*** Data extracts Section Begins ***
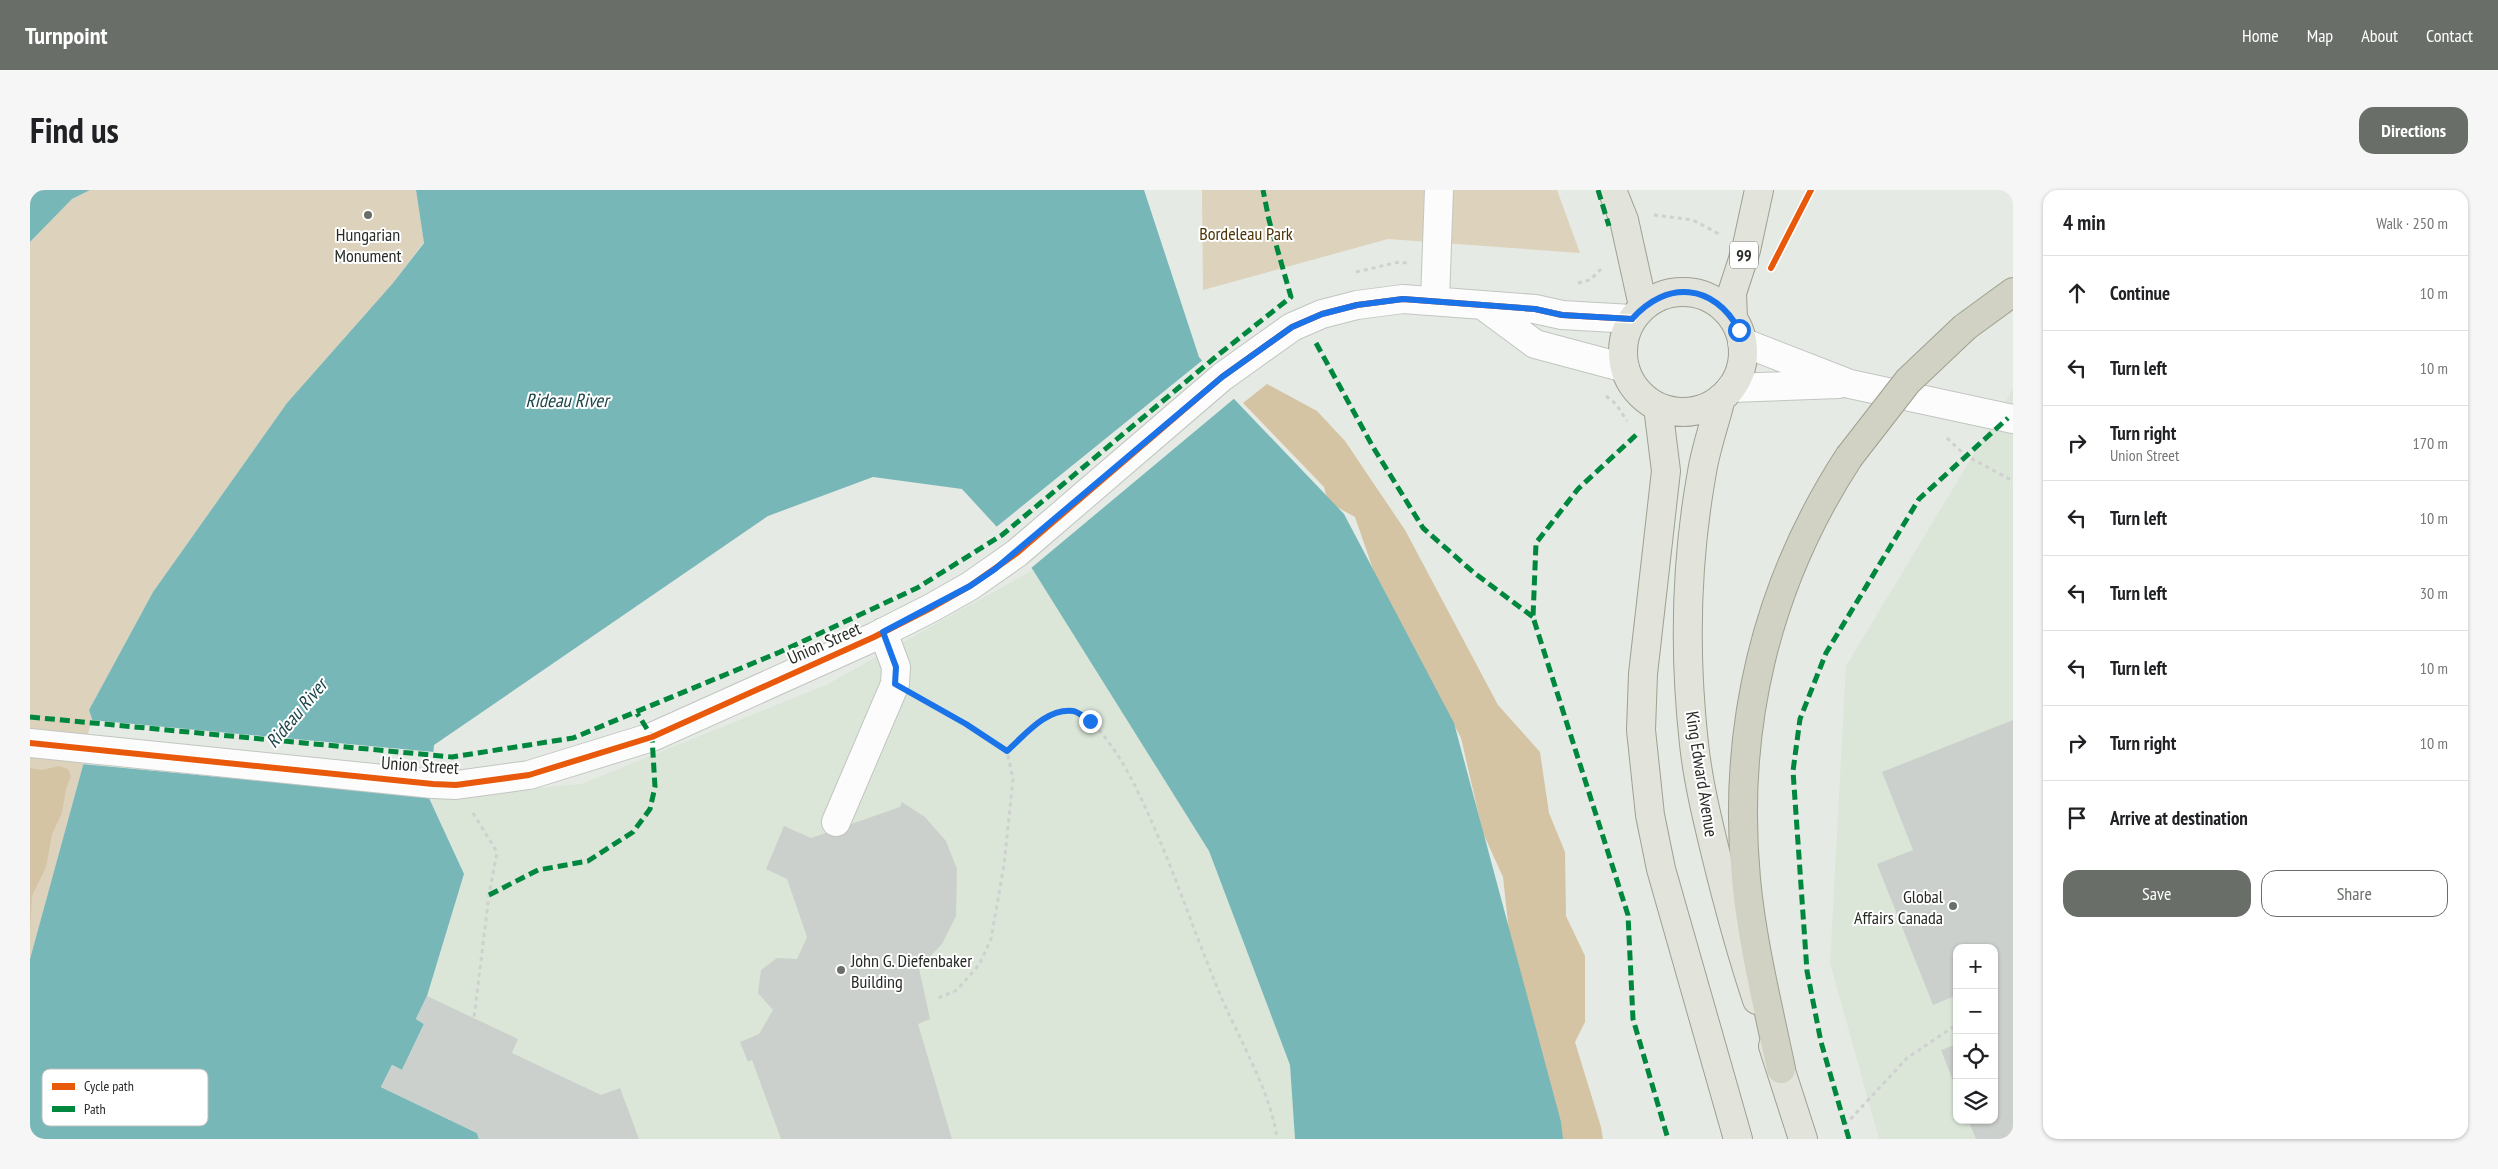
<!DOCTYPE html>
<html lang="en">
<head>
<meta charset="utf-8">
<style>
	body { margin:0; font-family:"PT Sans Narrow",sans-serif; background:#f6f6f6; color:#202124 }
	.controls { position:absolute; right:15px; bottom:15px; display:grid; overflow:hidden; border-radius:10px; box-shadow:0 1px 4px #0004 }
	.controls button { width:45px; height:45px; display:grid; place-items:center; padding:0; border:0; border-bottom:1px solid #e0e0e0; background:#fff; color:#202124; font:25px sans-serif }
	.stop { position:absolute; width:15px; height:15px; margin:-11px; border:4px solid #1a73e8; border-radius:50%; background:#fff }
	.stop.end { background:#1a73e8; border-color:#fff; box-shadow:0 1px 5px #0008 }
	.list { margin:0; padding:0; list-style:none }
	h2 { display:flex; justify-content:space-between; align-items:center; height:65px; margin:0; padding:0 20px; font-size:21px }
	h2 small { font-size:16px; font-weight:400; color:#757577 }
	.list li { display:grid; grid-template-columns:32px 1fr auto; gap:15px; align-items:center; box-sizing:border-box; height:75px; padding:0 20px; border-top:1px solid #e0e0e0 }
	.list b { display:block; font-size:19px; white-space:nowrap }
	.list p { margin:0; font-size:16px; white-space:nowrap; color:#757577 }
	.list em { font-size:16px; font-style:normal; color:#757577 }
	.actions { display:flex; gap:10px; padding:15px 20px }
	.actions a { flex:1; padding:11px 0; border:1px solid #6a6e68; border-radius:15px; text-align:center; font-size:18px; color:#6a6e68 }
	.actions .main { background:#6a6e68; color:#fff }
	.icon { flex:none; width:28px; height:28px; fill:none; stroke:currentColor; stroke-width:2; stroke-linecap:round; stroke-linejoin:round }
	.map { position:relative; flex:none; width:1983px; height:949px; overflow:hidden; border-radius:15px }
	header { display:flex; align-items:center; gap:30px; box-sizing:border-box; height:70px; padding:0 25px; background:#6a6e68; color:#fff }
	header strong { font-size:24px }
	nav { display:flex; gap:28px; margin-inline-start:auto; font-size:18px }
	.intro { display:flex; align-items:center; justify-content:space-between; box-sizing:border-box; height:120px; padding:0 30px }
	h1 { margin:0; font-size:35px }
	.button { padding:12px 22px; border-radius:15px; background:#6a6e68; color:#fff; font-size:18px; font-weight:700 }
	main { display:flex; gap:30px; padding:0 30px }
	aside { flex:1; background:#fff; border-radius:15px; box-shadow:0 1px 4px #0004 }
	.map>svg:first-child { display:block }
	.built { fill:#dbe6d8; fill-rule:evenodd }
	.green { fill:#ddd2bc }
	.forest { fill:#d4c4a3 }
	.water { fill:#78b7b8 }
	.pier { fill:#e5eae4 }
	.building { fill:#cbd0cc }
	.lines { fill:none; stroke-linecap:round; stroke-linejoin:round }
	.minor-casing { stroke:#c2c6c1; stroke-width:30 }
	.major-casing { stroke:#9ea090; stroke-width:30 }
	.highway-casing { stroke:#9ea090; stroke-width:30 }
	.path { stroke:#cfd0cf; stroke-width:3; stroke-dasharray:4 4; stroke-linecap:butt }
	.minor { stroke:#fbfcfb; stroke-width:28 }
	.major { stroke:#e2e3da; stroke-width:28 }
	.highway { stroke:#d1d2c4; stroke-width:28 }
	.highway-bridge-casing { stroke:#9ea090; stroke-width:30; stroke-linecap:butt }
	.highway-bridge { stroke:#d1d2c4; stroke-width:28 }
	.quiet { stroke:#00873e; stroke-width:5; stroke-dasharray:10 5; stroke-linecap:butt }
	.cycleway-casing { stroke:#fff; stroke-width:9 }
	.cycleway { stroke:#e8590c; stroke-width:6 }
	.route { stroke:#1a73e8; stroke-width:6 }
	.poi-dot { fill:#6a6e68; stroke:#fff; stroke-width:2 }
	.labels { text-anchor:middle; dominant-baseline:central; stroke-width:4; stroke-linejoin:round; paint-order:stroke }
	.shield { fill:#fff; stroke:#686b67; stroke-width:1 }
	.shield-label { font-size:16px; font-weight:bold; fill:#272b26 }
	.park-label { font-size:18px; fill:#4b3404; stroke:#fff }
	.poi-label { font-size:18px; fill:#272b26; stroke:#fff }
	.street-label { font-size:18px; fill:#272b26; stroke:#fff }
	.water-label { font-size:19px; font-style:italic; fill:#1e4648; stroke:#fff }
	.key { fill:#fff; stroke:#bebfbe; stroke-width:1 }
	.key-label { font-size:14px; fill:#272b26 }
</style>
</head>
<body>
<header>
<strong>Turnpoint</strong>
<nav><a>Home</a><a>Map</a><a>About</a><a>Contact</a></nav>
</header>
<div class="intro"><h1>Find us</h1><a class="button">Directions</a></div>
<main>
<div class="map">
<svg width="1983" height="949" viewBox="0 0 1983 949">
	<rect width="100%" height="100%" fill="#e5eae4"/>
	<!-- built -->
	<path class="built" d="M1983,199V949H1849L1800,773L1816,476ZM1927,758H1964V930H1927Z
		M1003,380L1179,661L1260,875L1265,949H449L446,943L351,897L362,875L373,879L393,833L386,829L397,806L434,685L399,608L551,594L796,495Z"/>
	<!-- green -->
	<path class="green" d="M60,0H386L394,52L363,93L257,213L123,402L59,520L63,532L58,557L0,769V52L42,9Z
		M1172,0H1527L1550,63L1358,49L1173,100Z"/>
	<!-- forest -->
	<path class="forest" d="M1237,194L1287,221L1315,251L1375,340L1468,515L1510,562L1519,623L1535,662L1536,726L1555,766V832L1545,852L1571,937L1573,949H1520L1490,842L1473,687L1453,643L1431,548L1345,385L1325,327L1298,312L1294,297L1213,213Z
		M29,576L38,579L41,586L36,599L32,623L22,644L16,677L2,706L0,739V578L12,580Z"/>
	<!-- water -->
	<path class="water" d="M0,0H60L42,9L0,52Z
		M386,0H1114L1169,167L1205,210L1314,324L1424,533L1531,932L1533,949H1265L1260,875L1179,661L1003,380L989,361L932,299L843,287L738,326L404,555L399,608L434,684L397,806L386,829L394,834L372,880L362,875L351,897L447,943L449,949H0V769L58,557L63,532L59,520L123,402L257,213L363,93L394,53Z"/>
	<!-- pier -->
	<path class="pier" d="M1174,169L1206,207L1000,379L965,338Z
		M61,530L404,562L400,607L52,574Z"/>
	<!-- building -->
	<path class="building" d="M1983,530V949H1946L1938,930H1964V758H1927V805L1903,815L1847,674L1883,660L1852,582Z
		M872,612L895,627L916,651L927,679L926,726L912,754L889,778L900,829L888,834L922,949H751L722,870L718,872L710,852L729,844L743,820L728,803L731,780L747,768L767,769L777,747L757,689L736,679L754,636L781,648L870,617Z
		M397,806L488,849L482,863L571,905L590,898L609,949H449L447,943L351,897L362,875L372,880L394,834L386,829Z
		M1927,854V901L1911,860Z"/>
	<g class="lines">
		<!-- minor casing -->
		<g class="minor-casing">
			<path id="minor" d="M1405,110L1409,0
				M1455,117L1505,154L1595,178
				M1712,152L1820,194L1983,229
				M1701,198L1809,194
				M0,553L403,594L426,595L499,585L622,547L844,447L903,417L940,396L987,363L1192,187L1262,137L1292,124L1327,115L1373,109L1505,119L1532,125L1602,129
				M806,632L865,494L866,477L853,442"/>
		</g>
		<!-- major casing -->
		<g class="major-casing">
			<path id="major" d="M1582,0L1594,30L1613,116
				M1593 162a60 60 0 1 1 120 0a60 60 0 1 1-120 0Z
				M1703,129L1702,103L1716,60L1729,0
				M1691,208C1685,233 1676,257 1672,282C1656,370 1654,464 1664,554C1668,591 1677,628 1686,665C1698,714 1711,762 1727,810
				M1628,217L1636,281L1613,484L1611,540L1620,625L1631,679L1708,949
				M1743,856L1773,949"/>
		</g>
		<!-- highway casing -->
		<g class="highway-casing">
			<path id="highway" d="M1935,137L1983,102
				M1751,879C1738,816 1722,753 1716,689C1702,538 1736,394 1819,267"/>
		</g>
		<!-- path -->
		<path class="path" d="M1624,25L1663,30L1689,44
			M1326,82L1369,72L1377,73
			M1548,93L1560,90L1572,78
			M1576,206L1586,214L1597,231
			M1917,248L1935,265L1983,291
			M892,509L936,534L977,561L983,589L974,675L961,749L949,775L927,800L906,809
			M977,561C992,547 1023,513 1046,522C1068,531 1092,570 1103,592C1137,659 1160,732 1189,802C1207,845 1242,904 1247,949
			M443,623L467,662L459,705L444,828
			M1815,935L1877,868L1923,837"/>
		<!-- minor -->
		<use href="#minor" class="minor"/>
		<!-- major -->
		<use href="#major" class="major"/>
		<!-- highway -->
		<use href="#highway" class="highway"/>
		<!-- highway-bridge casing -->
		<g class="highway-bridge-casing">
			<path id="highway-bridge" d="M1819,267L1878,191L1935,137"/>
		</g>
		<!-- highway-bridge -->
		<use href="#highway-bridge" class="highway-bridge"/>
		<!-- quiet -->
		<path class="quiet" d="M1568,0L1579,36
			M1286,153L1343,257L1393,338L1443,382L1503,427
			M1606,245L1548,299L1506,353L1503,427L1598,725L1603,829L1638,949
			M0,527L422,567L543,548L750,462L887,398L972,345L1188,165L1261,107L1239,30L1233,0
			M459,705L508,680L558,671L603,642L620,619L625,597L622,547L607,523
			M1819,949L1791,852L1777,781L1763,581L1770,529L1796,463L1889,309L1978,228"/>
		<!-- cycleway casing -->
		<g class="cycleway-casing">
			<path id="cycleway" d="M1741,78L1781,0
				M0,553L403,594L426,595L499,585L622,547L844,447L903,417L940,396L987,363L1192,187L1262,137L1292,124L1327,115L1373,109L1505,119L1532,125L1602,129"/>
		</g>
		<!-- cycleway -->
		<use href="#cycleway" class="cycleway"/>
	</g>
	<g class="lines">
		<!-- route -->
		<path class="route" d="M1060,531C1055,528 1049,522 1043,521C1016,518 995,545 977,561L936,534L865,494L866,477L853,442L940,396L965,379L1192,187L1262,137L1292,124L1327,115L1373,109L1505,119L1532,125L1602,129C1636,90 1684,93 1709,140"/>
	</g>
	<!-- markers -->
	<g class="poi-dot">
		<circle cx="338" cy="25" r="5"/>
		<circle cx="1923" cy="716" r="5"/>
		<circle cx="811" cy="780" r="5"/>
	</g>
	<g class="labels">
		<!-- shield labels -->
		<rect class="shield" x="1700" y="51.5" width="28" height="27" rx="4"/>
		<g class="shield-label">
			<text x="1714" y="65">99</text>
		</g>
		<!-- park labels -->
		<g class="park-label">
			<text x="1216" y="43">Bordeleau Park</text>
		</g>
		<!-- poi labels -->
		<g class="poi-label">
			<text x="338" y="44">Hungarian<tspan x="338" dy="21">Monument</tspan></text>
			<text x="1913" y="706" text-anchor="end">Global<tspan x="1913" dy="21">Affairs Canada</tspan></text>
			<text x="821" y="770" text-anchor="start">John G. Diefenbaker<tspan x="821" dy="21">Building</tspan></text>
		</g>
		<!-- street labels -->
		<g class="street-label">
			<text transform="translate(794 453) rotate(-24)">Union Street</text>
			<text transform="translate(390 575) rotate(4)">Union Street</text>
			<text transform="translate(1672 584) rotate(81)">King Edward Avenue</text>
		</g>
		<!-- water labels -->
		<g class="water-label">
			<text x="537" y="210">Rideau River</text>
			<text transform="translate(266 523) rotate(-50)">Rideau River</text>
		</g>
	</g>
	<!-- legend -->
	<rect x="12" y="879" width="166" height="57" rx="8" class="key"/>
	<rect x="22" y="893" width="23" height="7" fill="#e8590c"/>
	<rect x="22" y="916" width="23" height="6" fill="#00873e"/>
	<g class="key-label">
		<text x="54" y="901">Cycle path</text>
		<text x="54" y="924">Path</text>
	</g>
</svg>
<div class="controls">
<button>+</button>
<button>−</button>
<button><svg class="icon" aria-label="locate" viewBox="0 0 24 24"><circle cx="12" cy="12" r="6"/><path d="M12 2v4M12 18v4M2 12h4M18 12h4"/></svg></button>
<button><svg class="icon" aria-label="layers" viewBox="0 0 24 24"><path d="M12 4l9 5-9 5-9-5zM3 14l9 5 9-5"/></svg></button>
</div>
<div class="stop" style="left:1709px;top:140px"></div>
<div class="stop end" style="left:1060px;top:531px"></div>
</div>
<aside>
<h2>4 min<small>Walk · 250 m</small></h2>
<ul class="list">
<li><svg class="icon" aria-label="ahead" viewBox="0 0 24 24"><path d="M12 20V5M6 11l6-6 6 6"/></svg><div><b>Continue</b></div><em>10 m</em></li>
<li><svg class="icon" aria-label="left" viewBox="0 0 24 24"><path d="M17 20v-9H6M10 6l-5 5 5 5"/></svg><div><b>Turn left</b></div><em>10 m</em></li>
<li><svg class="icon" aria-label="right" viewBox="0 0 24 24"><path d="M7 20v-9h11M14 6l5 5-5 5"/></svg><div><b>Turn right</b><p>Union Street</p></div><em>170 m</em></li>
<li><svg class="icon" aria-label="left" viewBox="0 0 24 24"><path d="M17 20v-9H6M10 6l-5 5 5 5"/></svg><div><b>Turn left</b></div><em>10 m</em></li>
<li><svg class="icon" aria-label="left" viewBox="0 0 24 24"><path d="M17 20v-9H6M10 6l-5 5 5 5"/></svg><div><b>Turn left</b></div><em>30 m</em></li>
<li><svg class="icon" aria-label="left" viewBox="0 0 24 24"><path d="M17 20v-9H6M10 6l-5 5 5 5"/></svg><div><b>Turn left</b></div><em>10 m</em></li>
<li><svg class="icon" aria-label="right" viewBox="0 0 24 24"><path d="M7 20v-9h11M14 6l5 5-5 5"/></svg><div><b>Turn right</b></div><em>10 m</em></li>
<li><svg class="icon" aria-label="arrive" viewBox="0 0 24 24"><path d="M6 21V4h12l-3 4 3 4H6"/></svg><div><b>Arrive at destination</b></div></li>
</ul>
<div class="actions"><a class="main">Save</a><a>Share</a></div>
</aside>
</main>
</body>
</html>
*** Data extracts Section Ends ***
Give back the records above exactly, limited to the lines between the one holding "display:flex; justify-content:space-between; align-items:center;" and the one holding "font-size:16px; font-style:normal; color:#757577", inclusive.

	h2 { display:flex; justify-content:space-between; align-items:center; height:65px; margin:0; padding:0 20px; font-size:21px }
	h2 small { font-size:16px; font-weight:400; color:#757577 }
	.list li { display:grid; grid-template-columns:32px 1fr auto; gap:15px; align-items:center; box-sizing:border-box; height:75px; padding:0 20px; border-top:1px solid #e0e0e0 }
	.list b { display:block; font-size:19px; white-space:nowrap }
	.list p { margin:0; font-size:16px; white-space:nowrap; color:#757577 }
	.list em { font-size:16px; font-style:normal; color:#757577 }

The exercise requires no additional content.